Work to be completed
The answer must consist of each line below that contains the string "weight".

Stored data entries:
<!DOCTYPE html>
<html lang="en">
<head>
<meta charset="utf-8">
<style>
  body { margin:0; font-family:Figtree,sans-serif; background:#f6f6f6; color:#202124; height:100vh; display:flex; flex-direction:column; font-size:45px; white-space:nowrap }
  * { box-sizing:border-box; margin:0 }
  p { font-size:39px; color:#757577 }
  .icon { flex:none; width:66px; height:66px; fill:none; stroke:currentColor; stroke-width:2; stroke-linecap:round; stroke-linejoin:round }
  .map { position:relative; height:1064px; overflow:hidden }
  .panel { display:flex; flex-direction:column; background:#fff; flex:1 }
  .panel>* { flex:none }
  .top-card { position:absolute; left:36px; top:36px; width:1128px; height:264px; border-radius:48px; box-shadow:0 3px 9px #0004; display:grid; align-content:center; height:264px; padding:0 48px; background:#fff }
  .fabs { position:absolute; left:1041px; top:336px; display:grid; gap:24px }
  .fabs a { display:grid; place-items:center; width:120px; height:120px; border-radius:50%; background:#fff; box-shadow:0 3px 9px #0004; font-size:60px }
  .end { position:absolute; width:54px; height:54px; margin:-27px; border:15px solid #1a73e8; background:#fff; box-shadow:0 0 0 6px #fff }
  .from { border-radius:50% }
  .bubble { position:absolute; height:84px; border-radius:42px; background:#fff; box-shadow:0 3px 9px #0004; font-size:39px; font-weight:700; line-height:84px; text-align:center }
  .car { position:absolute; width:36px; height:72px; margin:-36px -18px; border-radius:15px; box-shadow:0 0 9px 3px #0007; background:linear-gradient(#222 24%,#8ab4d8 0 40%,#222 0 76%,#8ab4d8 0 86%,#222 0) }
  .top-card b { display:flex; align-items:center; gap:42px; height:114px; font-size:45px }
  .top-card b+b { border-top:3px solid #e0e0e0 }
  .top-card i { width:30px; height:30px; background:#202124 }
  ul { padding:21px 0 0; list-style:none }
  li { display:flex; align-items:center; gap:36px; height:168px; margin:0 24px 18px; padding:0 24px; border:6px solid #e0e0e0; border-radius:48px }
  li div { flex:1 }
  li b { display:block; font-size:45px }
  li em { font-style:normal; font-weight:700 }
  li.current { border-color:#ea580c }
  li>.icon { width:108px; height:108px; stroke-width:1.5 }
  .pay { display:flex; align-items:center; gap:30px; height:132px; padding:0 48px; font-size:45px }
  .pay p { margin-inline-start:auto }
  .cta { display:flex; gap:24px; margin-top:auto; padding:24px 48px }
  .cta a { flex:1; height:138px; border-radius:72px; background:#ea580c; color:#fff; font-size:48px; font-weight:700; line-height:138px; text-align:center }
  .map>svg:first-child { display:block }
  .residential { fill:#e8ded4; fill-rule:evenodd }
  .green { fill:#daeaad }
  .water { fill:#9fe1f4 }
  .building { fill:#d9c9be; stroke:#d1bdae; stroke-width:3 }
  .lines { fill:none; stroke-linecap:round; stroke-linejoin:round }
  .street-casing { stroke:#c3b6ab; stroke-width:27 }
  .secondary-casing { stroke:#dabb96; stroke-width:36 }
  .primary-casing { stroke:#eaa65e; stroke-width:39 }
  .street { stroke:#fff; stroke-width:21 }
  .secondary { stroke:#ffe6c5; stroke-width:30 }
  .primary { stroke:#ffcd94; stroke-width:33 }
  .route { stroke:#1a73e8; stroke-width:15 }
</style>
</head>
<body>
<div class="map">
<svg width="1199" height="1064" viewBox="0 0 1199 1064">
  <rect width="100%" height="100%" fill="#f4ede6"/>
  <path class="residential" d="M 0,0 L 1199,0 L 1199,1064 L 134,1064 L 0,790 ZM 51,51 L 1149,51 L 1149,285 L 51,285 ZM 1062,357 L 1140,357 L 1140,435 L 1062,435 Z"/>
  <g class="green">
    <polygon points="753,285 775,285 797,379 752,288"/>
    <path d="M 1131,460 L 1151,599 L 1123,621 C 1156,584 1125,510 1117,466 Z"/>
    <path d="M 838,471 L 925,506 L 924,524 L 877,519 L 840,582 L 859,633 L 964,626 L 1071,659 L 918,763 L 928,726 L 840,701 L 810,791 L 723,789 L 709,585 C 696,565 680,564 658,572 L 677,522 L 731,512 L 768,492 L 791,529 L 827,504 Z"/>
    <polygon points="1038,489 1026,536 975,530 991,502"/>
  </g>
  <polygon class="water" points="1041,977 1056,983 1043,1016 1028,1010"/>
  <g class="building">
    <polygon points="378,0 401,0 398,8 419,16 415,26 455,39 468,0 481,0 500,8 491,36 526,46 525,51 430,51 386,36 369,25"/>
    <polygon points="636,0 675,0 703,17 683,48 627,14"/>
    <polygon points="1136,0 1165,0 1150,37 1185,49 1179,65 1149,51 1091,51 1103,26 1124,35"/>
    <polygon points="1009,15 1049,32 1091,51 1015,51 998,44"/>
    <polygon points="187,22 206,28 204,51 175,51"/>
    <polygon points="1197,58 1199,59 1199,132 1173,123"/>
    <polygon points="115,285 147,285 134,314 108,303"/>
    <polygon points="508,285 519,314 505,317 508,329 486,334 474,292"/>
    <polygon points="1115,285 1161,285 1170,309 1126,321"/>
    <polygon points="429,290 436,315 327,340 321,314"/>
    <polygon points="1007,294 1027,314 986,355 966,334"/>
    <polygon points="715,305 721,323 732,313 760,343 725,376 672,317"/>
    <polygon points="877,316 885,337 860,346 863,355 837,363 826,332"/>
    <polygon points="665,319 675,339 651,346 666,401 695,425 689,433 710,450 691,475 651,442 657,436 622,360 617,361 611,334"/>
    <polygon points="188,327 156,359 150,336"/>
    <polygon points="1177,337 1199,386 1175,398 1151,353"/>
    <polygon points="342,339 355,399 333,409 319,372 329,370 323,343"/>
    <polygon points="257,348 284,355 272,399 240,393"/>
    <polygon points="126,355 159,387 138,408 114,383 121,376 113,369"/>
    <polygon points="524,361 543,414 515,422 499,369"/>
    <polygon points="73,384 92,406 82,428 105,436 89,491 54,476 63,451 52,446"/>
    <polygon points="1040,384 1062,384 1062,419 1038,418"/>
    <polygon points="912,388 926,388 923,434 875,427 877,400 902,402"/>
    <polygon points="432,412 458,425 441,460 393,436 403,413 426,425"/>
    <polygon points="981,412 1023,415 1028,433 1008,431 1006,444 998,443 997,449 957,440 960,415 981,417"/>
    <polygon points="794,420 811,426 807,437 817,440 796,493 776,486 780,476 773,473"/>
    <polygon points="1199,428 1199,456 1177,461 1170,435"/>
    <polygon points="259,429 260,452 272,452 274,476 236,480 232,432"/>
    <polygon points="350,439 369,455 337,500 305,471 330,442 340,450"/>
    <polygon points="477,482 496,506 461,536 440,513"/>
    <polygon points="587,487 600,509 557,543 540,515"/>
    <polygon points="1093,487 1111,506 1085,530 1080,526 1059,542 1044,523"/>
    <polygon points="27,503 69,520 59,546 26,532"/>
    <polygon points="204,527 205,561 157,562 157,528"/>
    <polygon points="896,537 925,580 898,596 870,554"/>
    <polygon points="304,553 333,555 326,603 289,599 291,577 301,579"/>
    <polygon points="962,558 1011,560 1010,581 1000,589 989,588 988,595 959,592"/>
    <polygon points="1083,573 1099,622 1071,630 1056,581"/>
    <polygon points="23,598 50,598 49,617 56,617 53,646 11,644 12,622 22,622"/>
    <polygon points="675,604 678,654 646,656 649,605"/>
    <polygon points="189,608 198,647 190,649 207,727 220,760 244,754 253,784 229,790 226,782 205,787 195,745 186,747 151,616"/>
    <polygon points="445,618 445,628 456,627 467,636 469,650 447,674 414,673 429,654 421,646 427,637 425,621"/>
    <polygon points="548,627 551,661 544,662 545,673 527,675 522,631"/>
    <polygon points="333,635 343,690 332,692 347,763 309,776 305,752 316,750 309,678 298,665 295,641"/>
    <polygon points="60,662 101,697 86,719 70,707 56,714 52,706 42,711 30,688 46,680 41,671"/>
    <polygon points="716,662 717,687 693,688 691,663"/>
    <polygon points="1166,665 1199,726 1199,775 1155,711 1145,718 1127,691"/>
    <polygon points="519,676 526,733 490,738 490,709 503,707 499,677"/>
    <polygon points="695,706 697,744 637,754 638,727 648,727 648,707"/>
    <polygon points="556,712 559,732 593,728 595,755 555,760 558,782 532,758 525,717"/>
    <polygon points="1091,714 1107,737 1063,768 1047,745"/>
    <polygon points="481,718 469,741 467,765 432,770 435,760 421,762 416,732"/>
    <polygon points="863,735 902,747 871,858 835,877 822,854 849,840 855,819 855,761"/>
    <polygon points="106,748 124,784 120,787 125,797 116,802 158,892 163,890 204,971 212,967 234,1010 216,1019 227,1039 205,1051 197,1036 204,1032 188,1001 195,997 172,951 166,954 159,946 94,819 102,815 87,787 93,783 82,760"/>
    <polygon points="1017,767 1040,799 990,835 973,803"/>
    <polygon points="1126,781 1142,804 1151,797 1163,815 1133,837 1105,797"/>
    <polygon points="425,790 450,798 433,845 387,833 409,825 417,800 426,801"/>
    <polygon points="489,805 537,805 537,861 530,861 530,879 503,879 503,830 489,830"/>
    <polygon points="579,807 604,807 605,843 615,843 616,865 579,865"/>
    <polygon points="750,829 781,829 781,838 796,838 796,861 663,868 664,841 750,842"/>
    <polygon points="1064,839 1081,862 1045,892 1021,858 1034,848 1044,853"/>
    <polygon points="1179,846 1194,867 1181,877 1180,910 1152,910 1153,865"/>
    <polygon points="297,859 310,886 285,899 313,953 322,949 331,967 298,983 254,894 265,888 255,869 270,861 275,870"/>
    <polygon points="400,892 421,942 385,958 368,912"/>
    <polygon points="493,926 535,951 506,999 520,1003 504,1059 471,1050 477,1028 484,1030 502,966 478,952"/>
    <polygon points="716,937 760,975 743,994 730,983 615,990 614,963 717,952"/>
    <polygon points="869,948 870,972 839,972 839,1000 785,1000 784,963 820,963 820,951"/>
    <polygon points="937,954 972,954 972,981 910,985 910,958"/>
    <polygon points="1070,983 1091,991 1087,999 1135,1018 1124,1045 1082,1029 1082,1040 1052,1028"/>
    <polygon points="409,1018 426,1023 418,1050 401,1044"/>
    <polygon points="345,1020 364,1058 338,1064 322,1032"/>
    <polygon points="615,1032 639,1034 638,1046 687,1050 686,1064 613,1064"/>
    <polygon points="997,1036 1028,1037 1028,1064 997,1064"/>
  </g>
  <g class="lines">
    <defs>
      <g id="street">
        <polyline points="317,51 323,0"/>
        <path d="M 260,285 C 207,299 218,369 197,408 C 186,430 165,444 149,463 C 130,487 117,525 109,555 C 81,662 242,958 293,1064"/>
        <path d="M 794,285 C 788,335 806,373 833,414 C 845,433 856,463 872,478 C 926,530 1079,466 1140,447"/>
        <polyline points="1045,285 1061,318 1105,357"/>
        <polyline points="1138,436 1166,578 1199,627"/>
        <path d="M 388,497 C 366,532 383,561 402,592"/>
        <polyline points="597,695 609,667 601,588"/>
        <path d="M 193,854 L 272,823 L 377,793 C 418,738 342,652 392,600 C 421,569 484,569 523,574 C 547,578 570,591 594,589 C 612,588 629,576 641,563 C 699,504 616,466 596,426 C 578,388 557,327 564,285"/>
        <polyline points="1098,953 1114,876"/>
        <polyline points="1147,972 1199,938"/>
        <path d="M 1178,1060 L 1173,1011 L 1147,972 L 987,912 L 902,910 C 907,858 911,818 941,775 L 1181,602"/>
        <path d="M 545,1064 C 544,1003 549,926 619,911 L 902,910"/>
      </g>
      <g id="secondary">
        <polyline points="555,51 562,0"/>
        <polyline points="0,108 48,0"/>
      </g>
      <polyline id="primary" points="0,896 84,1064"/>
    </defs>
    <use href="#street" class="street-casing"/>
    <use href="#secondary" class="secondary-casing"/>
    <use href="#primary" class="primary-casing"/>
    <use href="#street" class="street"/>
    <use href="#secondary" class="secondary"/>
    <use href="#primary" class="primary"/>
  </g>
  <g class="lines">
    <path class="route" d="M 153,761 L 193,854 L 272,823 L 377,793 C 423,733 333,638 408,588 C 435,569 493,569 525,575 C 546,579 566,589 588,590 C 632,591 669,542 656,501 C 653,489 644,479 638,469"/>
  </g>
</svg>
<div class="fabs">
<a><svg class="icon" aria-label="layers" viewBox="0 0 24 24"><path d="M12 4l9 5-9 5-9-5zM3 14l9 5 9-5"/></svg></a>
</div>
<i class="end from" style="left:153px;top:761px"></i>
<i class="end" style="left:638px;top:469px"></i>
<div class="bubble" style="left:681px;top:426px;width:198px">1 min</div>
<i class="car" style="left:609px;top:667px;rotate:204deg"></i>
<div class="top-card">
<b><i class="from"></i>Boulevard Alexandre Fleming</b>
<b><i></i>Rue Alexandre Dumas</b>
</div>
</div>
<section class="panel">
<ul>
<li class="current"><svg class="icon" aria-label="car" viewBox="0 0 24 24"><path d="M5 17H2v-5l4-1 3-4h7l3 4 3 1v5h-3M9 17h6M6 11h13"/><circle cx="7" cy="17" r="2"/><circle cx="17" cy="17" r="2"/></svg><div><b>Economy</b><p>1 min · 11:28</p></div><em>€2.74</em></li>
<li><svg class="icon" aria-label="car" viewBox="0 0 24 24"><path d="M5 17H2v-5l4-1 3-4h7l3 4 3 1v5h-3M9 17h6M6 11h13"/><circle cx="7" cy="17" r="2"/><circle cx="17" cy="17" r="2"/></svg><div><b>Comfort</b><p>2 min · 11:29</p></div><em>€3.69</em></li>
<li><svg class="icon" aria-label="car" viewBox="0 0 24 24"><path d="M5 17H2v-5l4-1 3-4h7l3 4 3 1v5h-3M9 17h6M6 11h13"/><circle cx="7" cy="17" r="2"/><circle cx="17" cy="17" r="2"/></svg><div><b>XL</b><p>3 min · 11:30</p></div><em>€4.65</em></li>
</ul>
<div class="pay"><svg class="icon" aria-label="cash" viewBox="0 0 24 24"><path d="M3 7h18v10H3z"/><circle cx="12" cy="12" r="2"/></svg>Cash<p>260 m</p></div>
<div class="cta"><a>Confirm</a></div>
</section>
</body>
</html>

Solution for this task
  .bubble { position:absolute; height:84px; border-radius:42px; background:#fff; box-shadow:0 3px 9px #0004; font-size:39px; font-weight:700; line-height:84px; text-align:center }
  li em { font-style:normal; font-weight:700 }
  .cta a { flex:1; height:138px; border-radius:72px; background:#ea580c; color:#fff; font-size:48px; font-weight:700; line-height:138px; text-align:center }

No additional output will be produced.